[Collected data]
------------------------

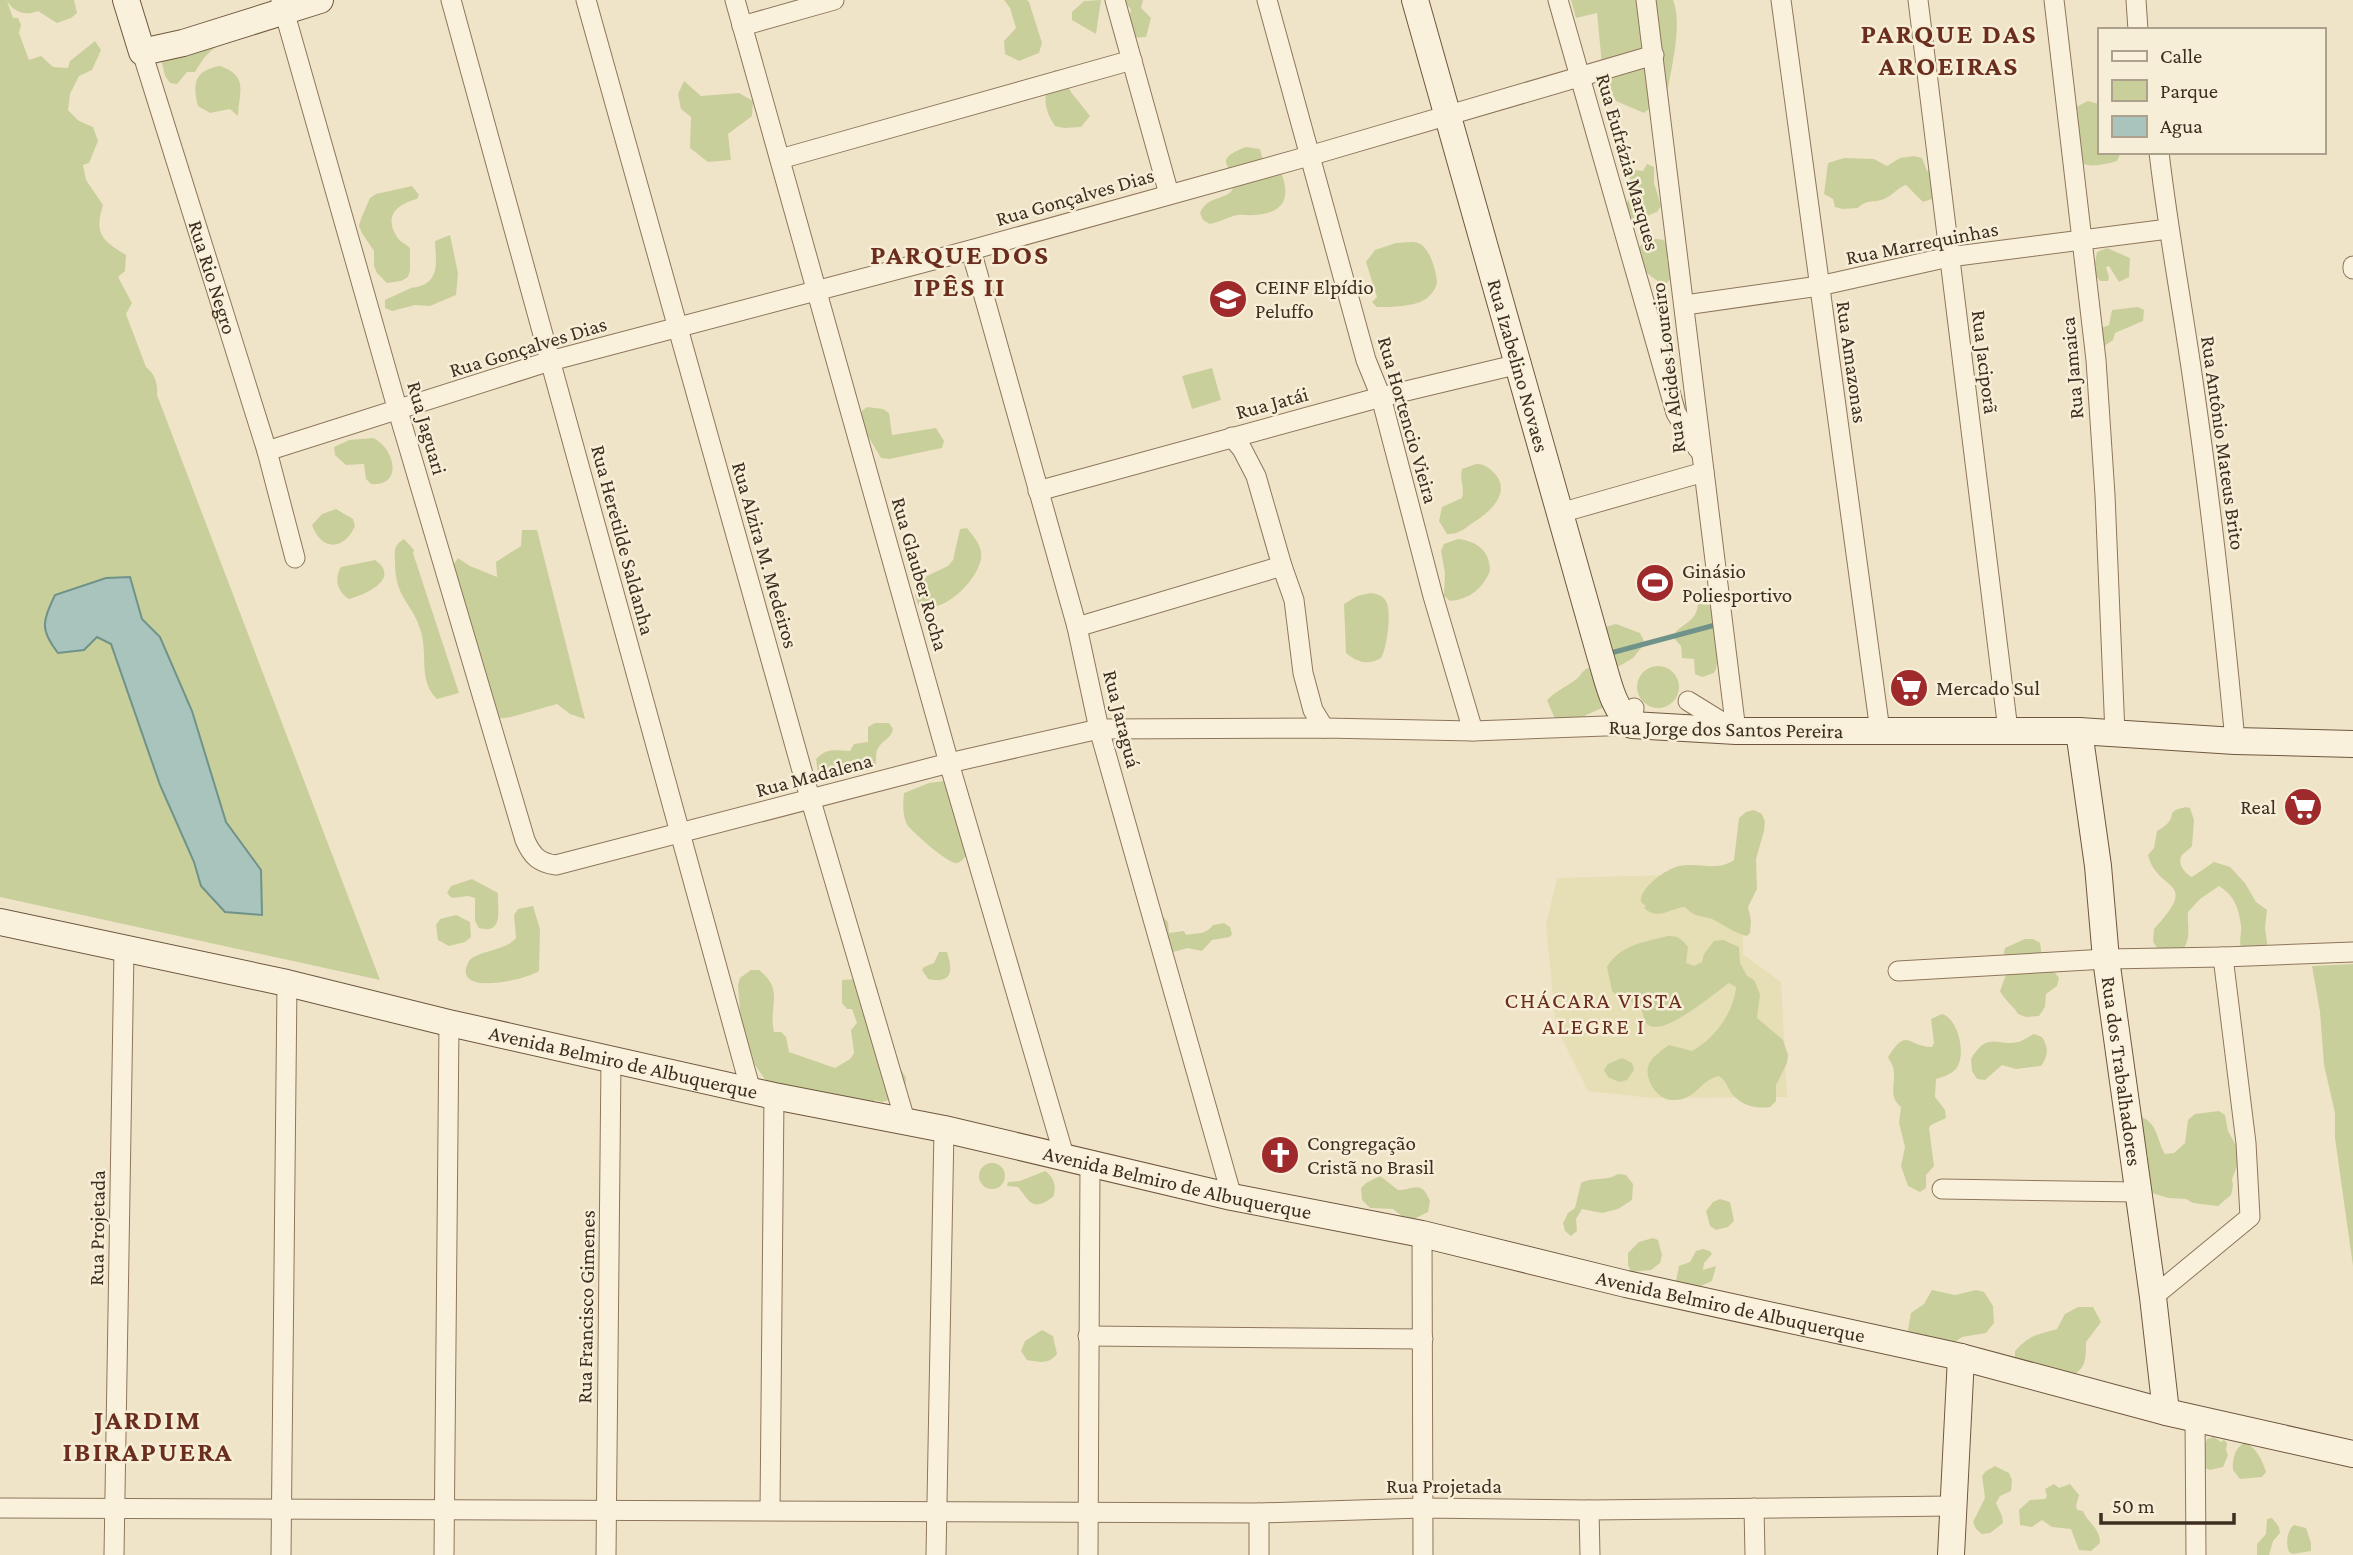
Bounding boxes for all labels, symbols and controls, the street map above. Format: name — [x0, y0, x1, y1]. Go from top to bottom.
district label: PARQUE DAS AROEIRAS — [1861, 18, 2037, 81]
legend — [2098, 28, 2325, 154]
text: Calle — [2160, 44, 2202, 68]
street label: Rua Eufrázia Marques — [1591, 71, 1665, 253]
text: Parque — [2160, 79, 2218, 103]
text: Agua — [2160, 114, 2203, 138]
street label: Rua Gonçalves Dias — [993, 163, 1157, 231]
street label: Rua Marrequinhas — [1844, 216, 2000, 270]
street label: Rua Rio Negro — [183, 217, 242, 337]
district label: PARQUE DOS IPÊS II — [870, 239, 1050, 302]
place label: CEINF Elpídio Peluffo — [1255, 275, 1374, 323]
street label: Rua Izabelino Novaes — [1482, 276, 1554, 455]
school or university icon: CEINF Elpídio Peluffo — [1207, 278, 1249, 320]
street label: Rua Alcides Loureiro — [1646, 281, 1690, 455]
street label: Rua Amazonas — [1832, 299, 1872, 425]
street label: Rua Jaciporã — [1967, 309, 2003, 416]
street label: Rua Gonçalves Dias — [446, 312, 610, 382]
street label: Rua Jamaica — [2056, 316, 2088, 420]
street label: Rua Hortencio Vieira — [1373, 334, 1443, 506]
street label: Rua Antônio Mateus Brito — [2196, 334, 2250, 552]
street label: Rua Jaguari — [402, 379, 452, 478]
street label: Rua Jatái — [1233, 382, 1311, 424]
street label: Rua Heretilde Saldanha — [586, 442, 660, 638]
street label: Rua Alzira M. Medeiros — [727, 459, 803, 651]
street label: Rua Glauber Rocha — [887, 494, 953, 654]
place label: Ginásio Poliesportivo — [1682, 559, 1792, 607]
sports icon: Ginásio Poliesportivo — [1634, 562, 1676, 604]
supermarket icon: Mercado Sul — [1888, 667, 1930, 709]
street label: Rua Jaraguá — [1098, 668, 1146, 771]
place label: Mercado Sul — [1936, 676, 2040, 700]
street label: Rua Jorge dos Santos Pereira — [1608, 715, 1844, 743]
street label: Rua Madalena — [753, 748, 875, 802]
supermarket icon: Real — [2282, 786, 2324, 828]
place label: Real — [2240, 795, 2276, 819]
street label: Rua dos Trabalhadores — [2097, 975, 2147, 1168]
district label: CHÁCARA VISTA ALEGRE I — [1504, 987, 1684, 1039]
street label: Avenida Belmiro de Albuquerque — [487, 1020, 760, 1104]
place label: Congregação Cristã no Brasil — [1307, 1131, 1434, 1179]
church icon: Congregação Cristã no Brasil — [1259, 1134, 1301, 1176]
street label: Avenida Belmiro de Albuquerque — [1041, 1141, 1314, 1224]
street label: Rua Projetada — [84, 1170, 110, 1286]
street label: Rua Francisco Gimenes — [572, 1210, 600, 1404]
street label: Avenida Belmiro de Albuquerque — [1594, 1265, 1867, 1348]
district label: JARDIM IBIRAPUERA — [63, 1404, 234, 1467]
street label: Rua Projetada — [1386, 1474, 1502, 1498]
scale bar — [2101, 1482, 2234, 1526]
text: 50 m — [2112, 1494, 2155, 1518]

------------------------

▶ _PROBLEM TO WORK ON_
Give back every record precisely as it stands, without the images.

▶ _THE COMPLETED TASK_
Bounding boxes for all labels, symbols and controls, the street map above. Format: name — [x0, y0, x1, y1]. Go from top to bottom.
district label: PARQUE DAS AROEIRAS — [1861, 18, 2037, 81]
legend — [2098, 28, 2325, 154]
text: Calle — [2160, 44, 2202, 68]
street label: Rua Eufrázia Marques — [1591, 71, 1665, 253]
text: Parque — [2160, 79, 2218, 103]
text: Agua — [2160, 114, 2203, 138]
street label: Rua Gonçalves Dias — [993, 163, 1157, 231]
street label: Rua Marrequinhas — [1844, 216, 2000, 270]
street label: Rua Rio Negro — [183, 217, 242, 337]
district label: PARQUE DOS IPÊS II — [870, 239, 1050, 302]
place label: CEINF Elpídio Peluffo — [1255, 275, 1374, 323]
street label: Rua Izabelino Novaes — [1482, 276, 1554, 455]
school or university icon: CEINF Elpídio Peluffo — [1207, 278, 1249, 320]
street label: Rua Alcides Loureiro — [1646, 281, 1690, 455]
street label: Rua Amazonas — [1832, 299, 1872, 425]
street label: Rua Jaciporã — [1967, 309, 2003, 416]
street label: Rua Gonçalves Dias — [446, 312, 610, 382]
street label: Rua Jamaica — [2056, 316, 2088, 420]
street label: Rua Hortencio Vieira — [1373, 334, 1443, 506]
street label: Rua Antônio Mateus Brito — [2196, 334, 2250, 552]
street label: Rua Jaguari — [402, 379, 452, 478]
street label: Rua Jatái — [1233, 382, 1311, 424]
street label: Rua Heretilde Saldanha — [586, 442, 660, 638]
street label: Rua Alzira M. Medeiros — [727, 459, 803, 651]
street label: Rua Glauber Rocha — [887, 494, 953, 654]
place label: Ginásio Poliesportivo — [1682, 559, 1792, 607]
sports icon: Ginásio Poliesportivo — [1634, 562, 1676, 604]
supermarket icon: Mercado Sul — [1888, 667, 1930, 709]
street label: Rua Jaraguá — [1098, 668, 1146, 771]
place label: Mercado Sul — [1936, 676, 2040, 700]
street label: Rua Jorge dos Santos Pereira — [1608, 715, 1844, 743]
street label: Rua Madalena — [753, 748, 875, 802]
supermarket icon: Real — [2282, 786, 2324, 828]
place label: Real — [2240, 795, 2276, 819]
street label: Rua dos Trabalhadores — [2097, 975, 2147, 1168]
district label: CHÁCARA VISTA ALEGRE I — [1504, 987, 1684, 1039]
street label: Avenida Belmiro de Albuquerque — [487, 1020, 760, 1104]
place label: Congregação Cristã no Brasil — [1307, 1131, 1434, 1179]
church icon: Congregação Cristã no Brasil — [1259, 1134, 1301, 1176]
street label: Avenida Belmiro de Albuquerque — [1041, 1141, 1314, 1224]
street label: Rua Projetada — [84, 1170, 110, 1286]
street label: Rua Francisco Gimenes — [572, 1210, 600, 1404]
street label: Avenida Belmiro de Albuquerque — [1594, 1265, 1867, 1348]
district label: JARDIM IBIRAPUERA — [63, 1404, 234, 1467]
street label: Rua Projetada — [1386, 1474, 1502, 1498]
scale bar — [2101, 1482, 2234, 1526]
text: 50 m — [2112, 1494, 2155, 1518]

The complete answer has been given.